Elevated error rate and latency in Agent API

Incident Report for Buildkite

Postmortem

Service Impact

Elevated error rate and elevated latency when creating, retrieving, or updating artifacts in the Agent API, REST or GraphQL APIs, or web interface.

Incident Summary

We store metadata for all uploaded artifacts in a managed RDS PostgreSQL database.

Beginning from around 18:55 UTC, the performance of queries to that database degraded due to a hardware failure, and it started to fail over to its replica at 19:02 UTC, finishing at 19:06 UTC. It then took until 19:14 to catch up on the transaction log.

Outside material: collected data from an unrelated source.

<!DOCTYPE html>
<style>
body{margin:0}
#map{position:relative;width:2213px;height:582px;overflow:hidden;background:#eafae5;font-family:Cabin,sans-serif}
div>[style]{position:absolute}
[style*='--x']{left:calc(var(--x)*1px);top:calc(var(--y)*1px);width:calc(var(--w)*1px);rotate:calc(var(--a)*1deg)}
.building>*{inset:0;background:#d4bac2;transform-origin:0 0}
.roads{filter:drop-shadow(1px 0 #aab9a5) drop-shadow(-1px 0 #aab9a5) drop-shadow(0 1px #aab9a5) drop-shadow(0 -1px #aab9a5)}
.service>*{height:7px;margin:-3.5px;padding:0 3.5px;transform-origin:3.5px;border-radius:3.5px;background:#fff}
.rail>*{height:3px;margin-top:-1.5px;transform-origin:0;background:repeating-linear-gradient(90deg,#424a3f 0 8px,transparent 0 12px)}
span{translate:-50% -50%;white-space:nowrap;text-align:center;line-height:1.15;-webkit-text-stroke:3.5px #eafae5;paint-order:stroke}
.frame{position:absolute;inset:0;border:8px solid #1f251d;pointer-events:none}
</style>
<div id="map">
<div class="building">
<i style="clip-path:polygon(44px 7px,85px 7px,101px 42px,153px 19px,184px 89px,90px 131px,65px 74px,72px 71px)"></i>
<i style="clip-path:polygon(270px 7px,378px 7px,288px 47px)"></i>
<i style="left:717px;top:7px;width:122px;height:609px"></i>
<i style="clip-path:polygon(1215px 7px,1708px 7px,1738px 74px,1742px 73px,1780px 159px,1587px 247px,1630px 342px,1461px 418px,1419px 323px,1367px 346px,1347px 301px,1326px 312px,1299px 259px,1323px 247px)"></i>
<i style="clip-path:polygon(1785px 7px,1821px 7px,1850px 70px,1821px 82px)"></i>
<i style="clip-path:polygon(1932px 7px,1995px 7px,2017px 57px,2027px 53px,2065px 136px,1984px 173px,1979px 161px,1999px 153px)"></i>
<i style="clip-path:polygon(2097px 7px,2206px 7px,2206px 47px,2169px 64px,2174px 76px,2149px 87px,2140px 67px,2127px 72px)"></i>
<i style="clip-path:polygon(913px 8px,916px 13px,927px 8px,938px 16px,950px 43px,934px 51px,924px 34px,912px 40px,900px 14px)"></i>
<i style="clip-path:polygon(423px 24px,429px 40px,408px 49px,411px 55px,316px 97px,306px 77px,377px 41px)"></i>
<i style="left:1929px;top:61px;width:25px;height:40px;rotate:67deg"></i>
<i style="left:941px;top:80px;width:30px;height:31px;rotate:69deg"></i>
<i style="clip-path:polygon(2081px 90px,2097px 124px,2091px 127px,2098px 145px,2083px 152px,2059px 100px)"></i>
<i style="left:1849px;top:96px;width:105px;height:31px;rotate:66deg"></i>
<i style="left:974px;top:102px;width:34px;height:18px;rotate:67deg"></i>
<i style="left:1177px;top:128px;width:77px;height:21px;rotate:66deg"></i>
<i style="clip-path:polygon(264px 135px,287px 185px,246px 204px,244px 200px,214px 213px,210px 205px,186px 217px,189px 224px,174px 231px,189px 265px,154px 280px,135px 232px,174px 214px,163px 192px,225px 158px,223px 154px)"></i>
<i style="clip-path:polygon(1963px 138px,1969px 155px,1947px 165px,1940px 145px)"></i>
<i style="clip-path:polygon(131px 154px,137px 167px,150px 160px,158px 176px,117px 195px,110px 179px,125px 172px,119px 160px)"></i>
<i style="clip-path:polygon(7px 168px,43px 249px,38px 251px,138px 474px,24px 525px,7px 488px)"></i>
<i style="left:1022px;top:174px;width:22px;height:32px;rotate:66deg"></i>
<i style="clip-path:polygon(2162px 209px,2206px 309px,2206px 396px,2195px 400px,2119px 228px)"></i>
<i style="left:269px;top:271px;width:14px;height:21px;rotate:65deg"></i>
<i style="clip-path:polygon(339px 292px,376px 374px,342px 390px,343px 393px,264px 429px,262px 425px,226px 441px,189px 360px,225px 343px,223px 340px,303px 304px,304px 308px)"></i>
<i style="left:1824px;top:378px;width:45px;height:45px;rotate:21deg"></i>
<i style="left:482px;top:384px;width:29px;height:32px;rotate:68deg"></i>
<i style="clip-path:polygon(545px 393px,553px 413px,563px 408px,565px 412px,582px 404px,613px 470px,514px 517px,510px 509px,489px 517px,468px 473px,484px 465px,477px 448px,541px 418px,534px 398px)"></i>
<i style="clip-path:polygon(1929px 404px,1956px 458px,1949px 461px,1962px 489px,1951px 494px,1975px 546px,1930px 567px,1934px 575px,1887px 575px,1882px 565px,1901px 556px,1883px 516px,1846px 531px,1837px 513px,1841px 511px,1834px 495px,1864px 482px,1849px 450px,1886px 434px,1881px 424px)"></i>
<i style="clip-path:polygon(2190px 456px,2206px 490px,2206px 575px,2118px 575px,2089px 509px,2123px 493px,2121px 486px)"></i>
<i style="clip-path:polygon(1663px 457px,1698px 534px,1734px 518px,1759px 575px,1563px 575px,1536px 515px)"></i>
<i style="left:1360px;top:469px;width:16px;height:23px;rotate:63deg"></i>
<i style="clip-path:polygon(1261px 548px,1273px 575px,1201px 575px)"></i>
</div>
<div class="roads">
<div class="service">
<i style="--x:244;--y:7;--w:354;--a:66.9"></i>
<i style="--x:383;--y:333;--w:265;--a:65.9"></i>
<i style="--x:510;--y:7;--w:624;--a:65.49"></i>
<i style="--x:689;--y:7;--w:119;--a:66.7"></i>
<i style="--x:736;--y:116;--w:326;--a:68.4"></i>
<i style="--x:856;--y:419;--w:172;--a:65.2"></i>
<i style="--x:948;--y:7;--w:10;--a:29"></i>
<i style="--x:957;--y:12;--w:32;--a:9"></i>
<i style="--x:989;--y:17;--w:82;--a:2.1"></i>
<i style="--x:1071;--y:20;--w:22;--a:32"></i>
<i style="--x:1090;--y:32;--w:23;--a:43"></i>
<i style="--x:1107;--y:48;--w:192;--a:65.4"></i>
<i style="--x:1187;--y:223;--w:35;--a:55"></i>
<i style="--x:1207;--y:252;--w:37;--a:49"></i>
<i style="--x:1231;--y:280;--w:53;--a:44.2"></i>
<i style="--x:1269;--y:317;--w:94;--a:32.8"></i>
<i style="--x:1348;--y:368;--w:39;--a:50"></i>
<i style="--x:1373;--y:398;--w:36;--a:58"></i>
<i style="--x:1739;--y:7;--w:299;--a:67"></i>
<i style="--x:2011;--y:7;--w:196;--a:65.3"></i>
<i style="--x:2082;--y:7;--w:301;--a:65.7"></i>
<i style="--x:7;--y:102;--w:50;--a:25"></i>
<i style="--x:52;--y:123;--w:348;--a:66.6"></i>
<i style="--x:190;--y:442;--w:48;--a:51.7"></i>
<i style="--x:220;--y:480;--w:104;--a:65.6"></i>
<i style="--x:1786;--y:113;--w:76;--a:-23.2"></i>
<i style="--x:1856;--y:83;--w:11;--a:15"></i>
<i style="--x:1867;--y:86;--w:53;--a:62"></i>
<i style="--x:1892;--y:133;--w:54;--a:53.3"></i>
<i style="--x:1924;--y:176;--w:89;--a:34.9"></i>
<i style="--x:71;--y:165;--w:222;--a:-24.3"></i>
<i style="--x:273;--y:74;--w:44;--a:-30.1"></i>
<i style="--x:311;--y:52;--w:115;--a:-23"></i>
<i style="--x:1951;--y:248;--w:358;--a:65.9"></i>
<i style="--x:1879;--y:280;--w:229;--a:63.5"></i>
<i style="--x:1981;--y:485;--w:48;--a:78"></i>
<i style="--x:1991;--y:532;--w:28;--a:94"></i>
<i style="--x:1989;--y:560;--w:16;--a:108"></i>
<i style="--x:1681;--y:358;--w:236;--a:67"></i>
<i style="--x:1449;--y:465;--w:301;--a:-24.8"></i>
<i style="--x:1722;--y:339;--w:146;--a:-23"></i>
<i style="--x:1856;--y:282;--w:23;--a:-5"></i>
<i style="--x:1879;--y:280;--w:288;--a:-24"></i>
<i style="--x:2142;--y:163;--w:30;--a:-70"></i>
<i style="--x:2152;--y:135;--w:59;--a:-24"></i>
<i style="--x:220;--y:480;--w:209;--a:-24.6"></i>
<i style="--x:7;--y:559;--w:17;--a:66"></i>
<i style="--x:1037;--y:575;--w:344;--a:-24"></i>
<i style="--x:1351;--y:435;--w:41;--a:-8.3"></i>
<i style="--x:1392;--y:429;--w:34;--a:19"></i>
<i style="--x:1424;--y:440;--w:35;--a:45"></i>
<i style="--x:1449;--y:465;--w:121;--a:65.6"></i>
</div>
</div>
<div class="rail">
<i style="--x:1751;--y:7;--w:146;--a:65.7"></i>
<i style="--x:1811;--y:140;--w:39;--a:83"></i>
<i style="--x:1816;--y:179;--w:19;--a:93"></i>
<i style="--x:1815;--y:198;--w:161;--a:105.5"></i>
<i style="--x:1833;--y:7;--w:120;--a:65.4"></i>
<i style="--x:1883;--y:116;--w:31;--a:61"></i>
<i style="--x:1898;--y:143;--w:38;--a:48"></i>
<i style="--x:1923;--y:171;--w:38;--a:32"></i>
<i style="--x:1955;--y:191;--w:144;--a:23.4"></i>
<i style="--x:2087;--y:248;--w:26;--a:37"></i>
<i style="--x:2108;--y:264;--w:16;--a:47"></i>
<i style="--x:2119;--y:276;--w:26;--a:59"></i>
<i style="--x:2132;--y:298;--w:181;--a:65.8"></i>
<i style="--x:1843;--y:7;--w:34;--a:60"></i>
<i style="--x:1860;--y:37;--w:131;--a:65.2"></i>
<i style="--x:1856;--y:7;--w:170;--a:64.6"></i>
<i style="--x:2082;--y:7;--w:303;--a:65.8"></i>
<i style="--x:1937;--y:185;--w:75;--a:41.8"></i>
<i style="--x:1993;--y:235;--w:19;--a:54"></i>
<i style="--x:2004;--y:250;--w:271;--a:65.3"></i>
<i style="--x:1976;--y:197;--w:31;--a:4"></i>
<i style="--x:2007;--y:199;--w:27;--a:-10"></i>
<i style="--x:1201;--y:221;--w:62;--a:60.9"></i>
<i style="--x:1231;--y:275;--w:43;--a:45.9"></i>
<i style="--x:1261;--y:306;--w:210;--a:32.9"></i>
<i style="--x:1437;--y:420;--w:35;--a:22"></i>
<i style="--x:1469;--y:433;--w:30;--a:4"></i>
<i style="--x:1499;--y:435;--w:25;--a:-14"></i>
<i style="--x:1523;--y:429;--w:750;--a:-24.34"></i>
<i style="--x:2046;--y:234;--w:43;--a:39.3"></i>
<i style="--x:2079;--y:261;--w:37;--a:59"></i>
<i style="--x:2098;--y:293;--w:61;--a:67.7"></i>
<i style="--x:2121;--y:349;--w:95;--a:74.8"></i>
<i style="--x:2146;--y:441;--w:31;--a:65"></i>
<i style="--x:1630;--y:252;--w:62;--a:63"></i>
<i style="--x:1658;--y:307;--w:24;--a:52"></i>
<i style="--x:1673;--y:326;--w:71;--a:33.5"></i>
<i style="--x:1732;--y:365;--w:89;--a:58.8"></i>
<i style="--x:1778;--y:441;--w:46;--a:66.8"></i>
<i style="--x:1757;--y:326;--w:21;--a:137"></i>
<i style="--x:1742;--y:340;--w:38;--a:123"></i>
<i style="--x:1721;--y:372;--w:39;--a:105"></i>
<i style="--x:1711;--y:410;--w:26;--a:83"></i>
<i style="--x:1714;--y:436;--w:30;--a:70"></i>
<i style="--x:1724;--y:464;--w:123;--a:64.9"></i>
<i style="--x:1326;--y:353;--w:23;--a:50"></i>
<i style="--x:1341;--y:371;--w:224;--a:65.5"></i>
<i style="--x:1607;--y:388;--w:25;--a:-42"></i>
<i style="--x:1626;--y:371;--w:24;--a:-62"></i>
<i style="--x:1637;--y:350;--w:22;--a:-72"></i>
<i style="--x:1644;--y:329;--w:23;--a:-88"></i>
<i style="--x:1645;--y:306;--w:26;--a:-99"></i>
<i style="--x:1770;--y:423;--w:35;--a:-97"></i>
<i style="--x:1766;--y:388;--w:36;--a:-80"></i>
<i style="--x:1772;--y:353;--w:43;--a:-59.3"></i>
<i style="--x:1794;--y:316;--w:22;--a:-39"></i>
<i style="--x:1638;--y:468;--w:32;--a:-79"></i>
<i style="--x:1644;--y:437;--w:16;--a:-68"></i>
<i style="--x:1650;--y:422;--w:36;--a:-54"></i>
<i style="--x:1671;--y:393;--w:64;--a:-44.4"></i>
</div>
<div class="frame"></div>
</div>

Hardware issues and failovers are expected, however performance was still unexpectedly poor. We discovered that due to an unclean shutdown, all statistics counters were reset, resulting in very inefficient query plans. At 19:47 we manually ran an ANALYZE command and query performance was restored to normal levels.

Changes we're making

We have since switched artifact metadata storage to a partitioned table, such that each partition only stores a few days worth of data. As well as improving day-to-day query performance, we expect this will improve time to recovery after any future failover.

We have also updated our runsheet for a database failover to ensure statistics are regenerated.

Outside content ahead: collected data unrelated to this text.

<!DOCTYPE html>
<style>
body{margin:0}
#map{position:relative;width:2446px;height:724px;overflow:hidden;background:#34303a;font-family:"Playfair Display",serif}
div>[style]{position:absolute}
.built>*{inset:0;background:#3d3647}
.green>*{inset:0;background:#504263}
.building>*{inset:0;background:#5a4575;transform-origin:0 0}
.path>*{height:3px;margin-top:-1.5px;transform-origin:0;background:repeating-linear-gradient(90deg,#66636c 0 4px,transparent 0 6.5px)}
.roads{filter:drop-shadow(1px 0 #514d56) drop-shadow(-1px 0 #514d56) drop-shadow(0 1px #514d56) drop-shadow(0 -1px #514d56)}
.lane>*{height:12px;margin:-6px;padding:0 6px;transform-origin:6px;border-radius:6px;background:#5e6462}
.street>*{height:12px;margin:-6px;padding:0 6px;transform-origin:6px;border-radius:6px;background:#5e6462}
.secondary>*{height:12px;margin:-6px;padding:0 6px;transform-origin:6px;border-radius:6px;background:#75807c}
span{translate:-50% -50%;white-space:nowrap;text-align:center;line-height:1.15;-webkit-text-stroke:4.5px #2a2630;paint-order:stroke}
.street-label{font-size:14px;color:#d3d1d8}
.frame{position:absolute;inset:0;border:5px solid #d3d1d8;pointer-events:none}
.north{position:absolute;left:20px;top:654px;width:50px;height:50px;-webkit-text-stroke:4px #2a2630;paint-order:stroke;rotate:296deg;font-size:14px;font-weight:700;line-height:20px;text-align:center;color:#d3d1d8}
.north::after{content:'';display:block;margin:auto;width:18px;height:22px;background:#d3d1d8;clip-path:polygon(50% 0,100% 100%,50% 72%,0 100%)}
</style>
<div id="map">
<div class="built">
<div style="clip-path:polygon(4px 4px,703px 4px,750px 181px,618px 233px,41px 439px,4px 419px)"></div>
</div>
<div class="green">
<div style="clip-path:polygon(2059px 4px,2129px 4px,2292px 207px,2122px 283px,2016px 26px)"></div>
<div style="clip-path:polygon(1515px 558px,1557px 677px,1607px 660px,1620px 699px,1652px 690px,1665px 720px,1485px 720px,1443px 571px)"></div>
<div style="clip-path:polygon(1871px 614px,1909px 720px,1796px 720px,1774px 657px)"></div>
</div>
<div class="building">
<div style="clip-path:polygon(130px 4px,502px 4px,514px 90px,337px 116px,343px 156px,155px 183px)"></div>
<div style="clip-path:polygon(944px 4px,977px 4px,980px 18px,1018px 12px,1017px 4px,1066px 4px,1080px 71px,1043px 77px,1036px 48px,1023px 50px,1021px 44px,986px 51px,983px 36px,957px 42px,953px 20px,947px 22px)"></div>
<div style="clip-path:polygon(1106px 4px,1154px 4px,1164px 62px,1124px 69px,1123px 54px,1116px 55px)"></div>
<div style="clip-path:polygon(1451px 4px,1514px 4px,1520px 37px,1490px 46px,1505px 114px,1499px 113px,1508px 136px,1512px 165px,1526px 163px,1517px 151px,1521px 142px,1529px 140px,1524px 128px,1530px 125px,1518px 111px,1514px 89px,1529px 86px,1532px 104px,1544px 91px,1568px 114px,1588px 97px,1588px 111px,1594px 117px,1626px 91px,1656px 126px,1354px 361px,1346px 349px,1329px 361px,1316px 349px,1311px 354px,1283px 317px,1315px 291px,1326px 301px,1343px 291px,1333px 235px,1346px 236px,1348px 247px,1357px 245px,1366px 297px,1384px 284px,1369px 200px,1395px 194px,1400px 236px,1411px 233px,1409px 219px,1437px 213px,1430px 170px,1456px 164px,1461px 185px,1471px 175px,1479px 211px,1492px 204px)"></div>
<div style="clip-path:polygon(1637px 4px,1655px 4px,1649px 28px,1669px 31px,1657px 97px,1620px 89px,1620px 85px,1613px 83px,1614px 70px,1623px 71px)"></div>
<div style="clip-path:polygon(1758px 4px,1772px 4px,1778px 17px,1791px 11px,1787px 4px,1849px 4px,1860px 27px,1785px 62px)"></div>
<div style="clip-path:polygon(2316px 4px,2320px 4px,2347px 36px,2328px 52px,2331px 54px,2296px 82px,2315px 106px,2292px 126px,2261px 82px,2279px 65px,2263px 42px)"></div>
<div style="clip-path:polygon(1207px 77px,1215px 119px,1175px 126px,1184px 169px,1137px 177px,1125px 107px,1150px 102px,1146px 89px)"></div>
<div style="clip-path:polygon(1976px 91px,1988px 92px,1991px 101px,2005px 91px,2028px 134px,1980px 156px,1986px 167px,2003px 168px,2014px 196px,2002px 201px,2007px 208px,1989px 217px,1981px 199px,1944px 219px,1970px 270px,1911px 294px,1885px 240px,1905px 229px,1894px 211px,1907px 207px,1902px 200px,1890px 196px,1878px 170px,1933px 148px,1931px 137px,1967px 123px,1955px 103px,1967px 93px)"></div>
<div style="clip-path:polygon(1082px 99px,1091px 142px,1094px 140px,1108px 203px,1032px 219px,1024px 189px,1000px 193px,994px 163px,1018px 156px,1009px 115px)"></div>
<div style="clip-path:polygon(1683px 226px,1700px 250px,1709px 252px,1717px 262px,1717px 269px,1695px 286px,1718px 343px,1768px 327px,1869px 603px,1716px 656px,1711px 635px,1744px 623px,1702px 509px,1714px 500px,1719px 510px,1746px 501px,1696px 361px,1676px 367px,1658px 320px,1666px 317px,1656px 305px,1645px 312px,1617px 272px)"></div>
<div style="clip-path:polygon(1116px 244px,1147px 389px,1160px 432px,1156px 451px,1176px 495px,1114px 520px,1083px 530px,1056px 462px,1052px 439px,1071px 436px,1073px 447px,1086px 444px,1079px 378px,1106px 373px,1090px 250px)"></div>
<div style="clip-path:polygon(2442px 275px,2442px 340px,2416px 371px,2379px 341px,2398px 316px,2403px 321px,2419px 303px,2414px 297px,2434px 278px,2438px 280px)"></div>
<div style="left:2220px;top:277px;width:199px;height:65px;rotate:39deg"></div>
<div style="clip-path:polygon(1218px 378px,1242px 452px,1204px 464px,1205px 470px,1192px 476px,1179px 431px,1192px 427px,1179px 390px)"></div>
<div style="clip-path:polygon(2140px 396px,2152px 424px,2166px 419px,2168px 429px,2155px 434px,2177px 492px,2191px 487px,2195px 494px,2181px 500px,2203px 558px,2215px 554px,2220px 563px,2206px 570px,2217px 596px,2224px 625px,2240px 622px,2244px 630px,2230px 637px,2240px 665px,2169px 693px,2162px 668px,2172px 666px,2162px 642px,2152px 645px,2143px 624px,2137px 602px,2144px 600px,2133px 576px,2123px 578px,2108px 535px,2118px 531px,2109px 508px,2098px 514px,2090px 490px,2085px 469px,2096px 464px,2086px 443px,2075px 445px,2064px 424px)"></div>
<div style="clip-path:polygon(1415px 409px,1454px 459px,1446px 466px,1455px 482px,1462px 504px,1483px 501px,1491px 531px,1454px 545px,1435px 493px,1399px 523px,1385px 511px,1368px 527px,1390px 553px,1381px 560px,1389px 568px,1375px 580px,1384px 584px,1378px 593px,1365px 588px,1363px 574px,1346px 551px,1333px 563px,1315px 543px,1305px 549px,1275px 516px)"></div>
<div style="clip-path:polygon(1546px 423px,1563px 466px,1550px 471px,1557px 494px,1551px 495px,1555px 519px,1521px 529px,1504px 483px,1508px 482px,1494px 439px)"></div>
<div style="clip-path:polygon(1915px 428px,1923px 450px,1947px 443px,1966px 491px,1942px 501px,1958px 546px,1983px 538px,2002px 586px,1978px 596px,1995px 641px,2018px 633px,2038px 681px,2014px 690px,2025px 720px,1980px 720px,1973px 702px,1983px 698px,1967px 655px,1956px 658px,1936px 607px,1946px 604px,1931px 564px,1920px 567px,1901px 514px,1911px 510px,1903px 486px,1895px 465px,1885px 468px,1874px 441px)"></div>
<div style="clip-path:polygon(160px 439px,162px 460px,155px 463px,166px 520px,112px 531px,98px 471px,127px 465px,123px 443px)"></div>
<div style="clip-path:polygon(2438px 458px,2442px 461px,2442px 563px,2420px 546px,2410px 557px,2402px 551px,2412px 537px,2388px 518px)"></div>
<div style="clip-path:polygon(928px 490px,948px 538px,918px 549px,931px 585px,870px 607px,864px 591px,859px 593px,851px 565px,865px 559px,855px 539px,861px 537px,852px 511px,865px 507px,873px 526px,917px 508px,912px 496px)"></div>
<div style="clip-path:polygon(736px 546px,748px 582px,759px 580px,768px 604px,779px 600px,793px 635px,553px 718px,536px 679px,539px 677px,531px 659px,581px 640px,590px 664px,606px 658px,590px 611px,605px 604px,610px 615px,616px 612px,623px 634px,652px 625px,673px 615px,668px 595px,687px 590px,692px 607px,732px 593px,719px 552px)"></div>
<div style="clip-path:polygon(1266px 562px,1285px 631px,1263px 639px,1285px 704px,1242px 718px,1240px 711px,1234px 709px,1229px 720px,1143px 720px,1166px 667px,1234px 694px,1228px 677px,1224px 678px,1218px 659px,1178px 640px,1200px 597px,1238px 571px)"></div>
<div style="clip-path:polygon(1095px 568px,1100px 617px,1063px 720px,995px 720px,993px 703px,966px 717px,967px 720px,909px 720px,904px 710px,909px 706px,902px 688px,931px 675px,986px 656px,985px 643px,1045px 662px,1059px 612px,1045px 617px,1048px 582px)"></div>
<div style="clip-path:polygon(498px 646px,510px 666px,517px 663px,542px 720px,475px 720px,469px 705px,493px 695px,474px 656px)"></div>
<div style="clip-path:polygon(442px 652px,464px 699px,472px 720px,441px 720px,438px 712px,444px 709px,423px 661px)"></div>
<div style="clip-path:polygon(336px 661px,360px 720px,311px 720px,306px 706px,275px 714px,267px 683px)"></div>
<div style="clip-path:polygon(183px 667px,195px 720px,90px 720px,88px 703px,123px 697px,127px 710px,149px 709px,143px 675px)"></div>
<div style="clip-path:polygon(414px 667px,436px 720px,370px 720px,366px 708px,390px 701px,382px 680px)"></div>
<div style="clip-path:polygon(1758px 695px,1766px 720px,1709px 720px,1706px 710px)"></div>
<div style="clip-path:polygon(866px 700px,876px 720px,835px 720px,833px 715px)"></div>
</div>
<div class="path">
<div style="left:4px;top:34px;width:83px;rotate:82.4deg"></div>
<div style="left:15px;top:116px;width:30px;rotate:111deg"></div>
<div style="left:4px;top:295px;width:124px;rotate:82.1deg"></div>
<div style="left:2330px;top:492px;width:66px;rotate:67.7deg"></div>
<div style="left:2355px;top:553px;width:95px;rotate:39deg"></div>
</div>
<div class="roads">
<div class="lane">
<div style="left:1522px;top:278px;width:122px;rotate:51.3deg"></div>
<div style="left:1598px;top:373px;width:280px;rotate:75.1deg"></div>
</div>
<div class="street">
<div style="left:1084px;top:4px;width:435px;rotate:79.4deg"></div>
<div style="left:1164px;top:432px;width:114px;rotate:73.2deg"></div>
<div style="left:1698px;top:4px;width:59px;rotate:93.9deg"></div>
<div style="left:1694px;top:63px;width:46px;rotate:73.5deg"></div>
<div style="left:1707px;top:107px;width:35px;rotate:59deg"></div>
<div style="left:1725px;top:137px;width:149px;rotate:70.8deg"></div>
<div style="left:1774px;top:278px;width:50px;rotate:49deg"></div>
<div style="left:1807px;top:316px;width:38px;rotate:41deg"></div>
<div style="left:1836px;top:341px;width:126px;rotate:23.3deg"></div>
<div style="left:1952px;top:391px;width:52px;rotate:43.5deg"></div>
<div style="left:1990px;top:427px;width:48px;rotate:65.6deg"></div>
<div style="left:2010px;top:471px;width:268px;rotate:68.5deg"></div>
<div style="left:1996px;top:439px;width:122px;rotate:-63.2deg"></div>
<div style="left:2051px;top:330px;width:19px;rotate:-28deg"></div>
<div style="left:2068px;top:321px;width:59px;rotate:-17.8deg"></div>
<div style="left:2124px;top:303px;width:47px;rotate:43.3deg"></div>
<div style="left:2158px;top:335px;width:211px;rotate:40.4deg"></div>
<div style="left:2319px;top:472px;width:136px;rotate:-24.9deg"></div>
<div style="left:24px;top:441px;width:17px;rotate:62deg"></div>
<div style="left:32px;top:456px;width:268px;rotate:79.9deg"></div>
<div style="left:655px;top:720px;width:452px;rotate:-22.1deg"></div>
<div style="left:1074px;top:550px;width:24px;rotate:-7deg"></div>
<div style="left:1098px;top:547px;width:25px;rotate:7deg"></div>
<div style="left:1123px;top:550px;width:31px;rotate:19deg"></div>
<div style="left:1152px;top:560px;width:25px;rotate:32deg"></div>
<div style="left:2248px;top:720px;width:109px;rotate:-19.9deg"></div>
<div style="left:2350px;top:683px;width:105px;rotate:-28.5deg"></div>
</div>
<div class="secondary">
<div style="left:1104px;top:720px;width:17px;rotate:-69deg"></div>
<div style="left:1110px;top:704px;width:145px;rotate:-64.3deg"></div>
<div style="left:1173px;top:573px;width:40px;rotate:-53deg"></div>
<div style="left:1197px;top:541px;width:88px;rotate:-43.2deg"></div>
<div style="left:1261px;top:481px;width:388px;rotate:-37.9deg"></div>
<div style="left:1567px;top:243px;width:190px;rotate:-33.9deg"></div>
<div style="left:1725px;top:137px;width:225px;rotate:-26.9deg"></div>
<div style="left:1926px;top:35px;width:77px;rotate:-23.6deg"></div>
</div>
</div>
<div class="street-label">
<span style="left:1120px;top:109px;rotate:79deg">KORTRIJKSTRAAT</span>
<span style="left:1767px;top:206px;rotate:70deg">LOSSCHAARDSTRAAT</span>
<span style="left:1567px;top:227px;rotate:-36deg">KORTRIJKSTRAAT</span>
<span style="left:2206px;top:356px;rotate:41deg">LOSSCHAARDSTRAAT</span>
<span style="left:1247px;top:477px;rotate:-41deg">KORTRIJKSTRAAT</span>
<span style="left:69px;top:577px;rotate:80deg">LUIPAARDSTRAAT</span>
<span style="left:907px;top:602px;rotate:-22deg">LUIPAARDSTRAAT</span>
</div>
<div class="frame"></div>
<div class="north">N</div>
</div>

Posted Jul 17, 2024 - 05:00 UTC

Resolved

Latency and error rates of the Agent API have recovered after a database failover.

Posted Jun 26, 2024 - 20:23 UTC

Monitoring

Latency of the Agent API has recovered after a database failover, we are continuing to monitor performance after this change.

Posted Jun 26, 2024 - 20:03 UTC

Update

We are continuing to investigate the root cause for the spikes in latency with Agent API

Posted Jun 26, 2024 - 19:44 UTC

Update

Latency of Agent API is back to normal. We are continuing to investigate the root cause of the issue

Posted Jun 26, 2024 - 19:29 UTC

Investigating

We've detected a higher than normal latency and error rate in our Agent API, we are investigating.

Posted Jun 26, 2024 - 19:15 UTC

This incident affected: Agent API and Job Queue.